Ya he dicho algo acerca del carácter general de la conspiración de Babeuf. Su historia se conoció por primera vez de una manera completa en el relato publicado en 1828 en Bruselas por Phillippe-Michel Buonarroti (1761-1837), un descendiente de Miguel Ángel, quien desempeñó un papel importante en su desarrollo. Esta obra de Buonarroti vino a ser considerada casi como un «manual de revolucionarios» durante los agitados años que siguieron a la Revolución Francesa de 1830, y más tarde durante la conspiración revolucionaria que culminó en 1848. Traducida por Bronterre O’Brien, con interpolaciones del mismo, tuvo alguna influencia en el pensamiento de la izquierda «cartista» en la Gran Bretaña, como también en el desarrollo de las teorías de la dictadura revolucionaria en la, mayor parte de Europa. Más tarde, esa historia fue relatada de nuevo y de manera más completa, por haberse podido usar documentos adicionales por Advielle, cuyo libro sigue siendo hoy la fuente más útil para quienes desean estudiar el «babouvismo». Su influencia perduró. Tengo en mi poder el ejemplar del libro de Advielle que William Morris regaló a Ernest Belfort Bax, con esta dedicatoria: «Dedicado a E. Belfort Bax por William Morris con la condición de que el mencionado Bax escriba un claro relato del episodio de Babeuf»; cosa que se dispuso a hacer «el mencionado Bax». La conspiración de Babeuf continuó siendo considerada por los socialistas revolucionarios, y es hoy considerada por los comunistas como la primera manifestación clara del proletariado en una acción revolucionaria, proclamando con gran anticipación la nueva revolución que estaba destinada a completar la obra empezada en 1789.
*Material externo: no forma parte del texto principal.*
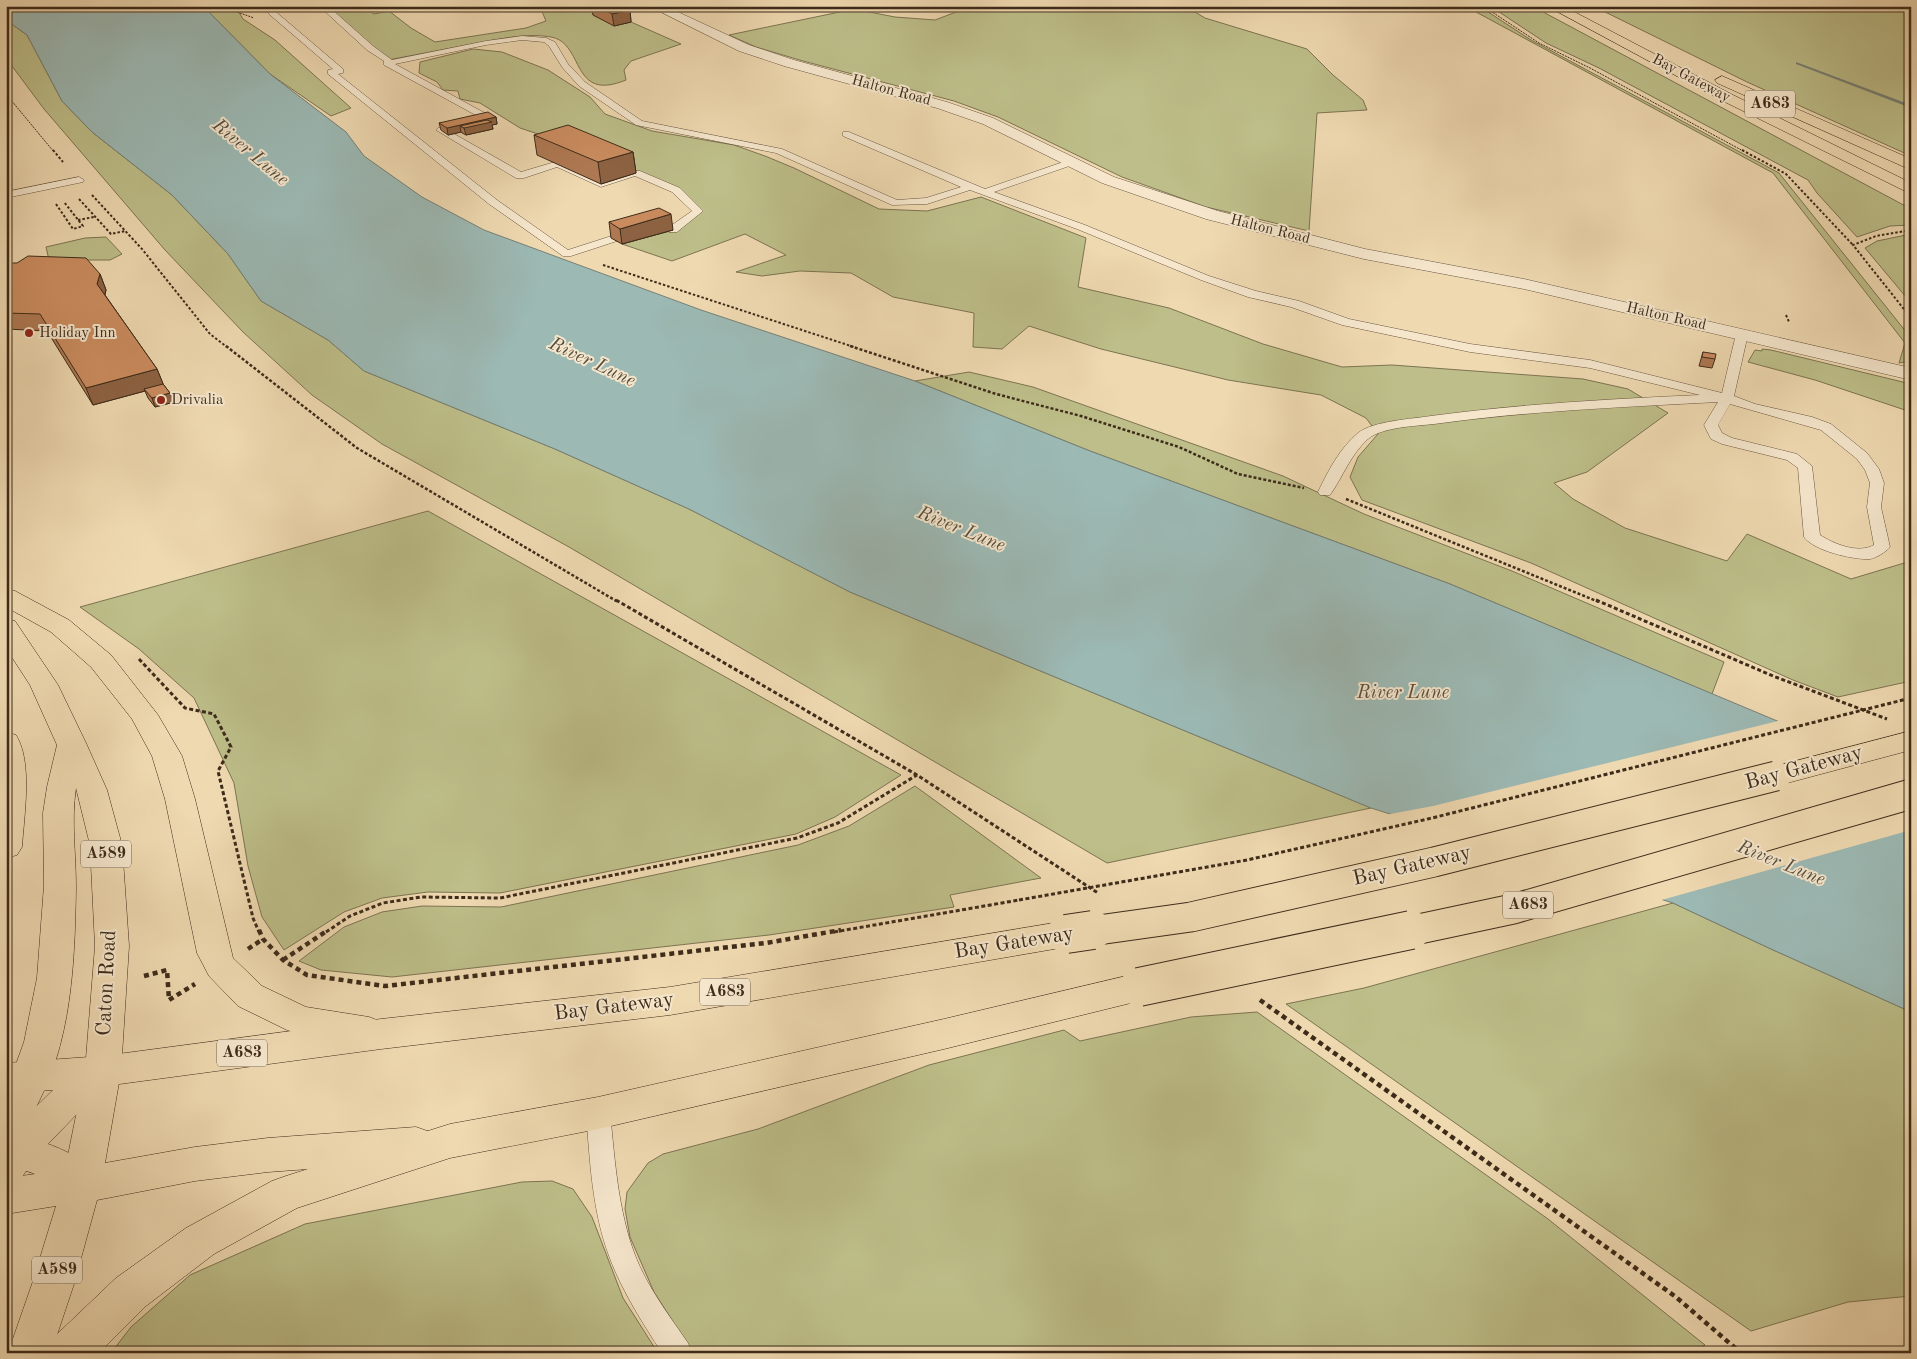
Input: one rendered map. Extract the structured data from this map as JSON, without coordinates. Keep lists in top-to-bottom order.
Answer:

En los relatos de Buonarroti y de Advielle es fácil ver cómo se desarrolló la conspiración. La derrota de los jacobinos y la ejecución de sus jefes principales habían dejado una numerosa masa de partidarios descontentos sin nadie que la guiase, y la combinación de estos simples soldados del partido jacobino con la dirección proporcionada por el pequeño grupo de «conspiradores de Babeuf» incluyendo algunos militares, aportó el material para la sublevación. En la primitiva sociedad de Babeuf, la «Union du Pantheón», había elementos sociales e ideológicos diversos, de los cuales el pequeño grupo íntimamente asociado con Babeuf se retiró para una conspiración secreta después de ser suprimida la «Union» por el Directorio. Este grupo, después de negociaciones difíciles, se puso de acuerdo con los jefes clandestinos de los jacobinos que quedaban, con el único fin de que fuesen traicionados la víspera de la proyectada revuelta por uno de sus asociados militares, que desde el principio trabajó como espía en favor del Directorio. Babeuf y los otros jefes compañeros suyos fueron arrestados y la conspiración se vino abajo. En el juicio se les acusó de toda clase de intenciones sanguinarias; pero los documentos que se pueden considerar como auténticos prueban que sólo habían proyectado apoderarse del poder con un grupo pequeño de jefes revolucionarios, que entonces establecerían un gobierno revolucionario apoyado por los partidarios que tenían en las sociedades locales de París, con la intención de convocar tan pronto como fuese posible una asamblea nacional, que habría de ser elegida con arreglo a los derechos políticos concedidos por la abortada constitución de 1793, que nunca llegó a ser implantada.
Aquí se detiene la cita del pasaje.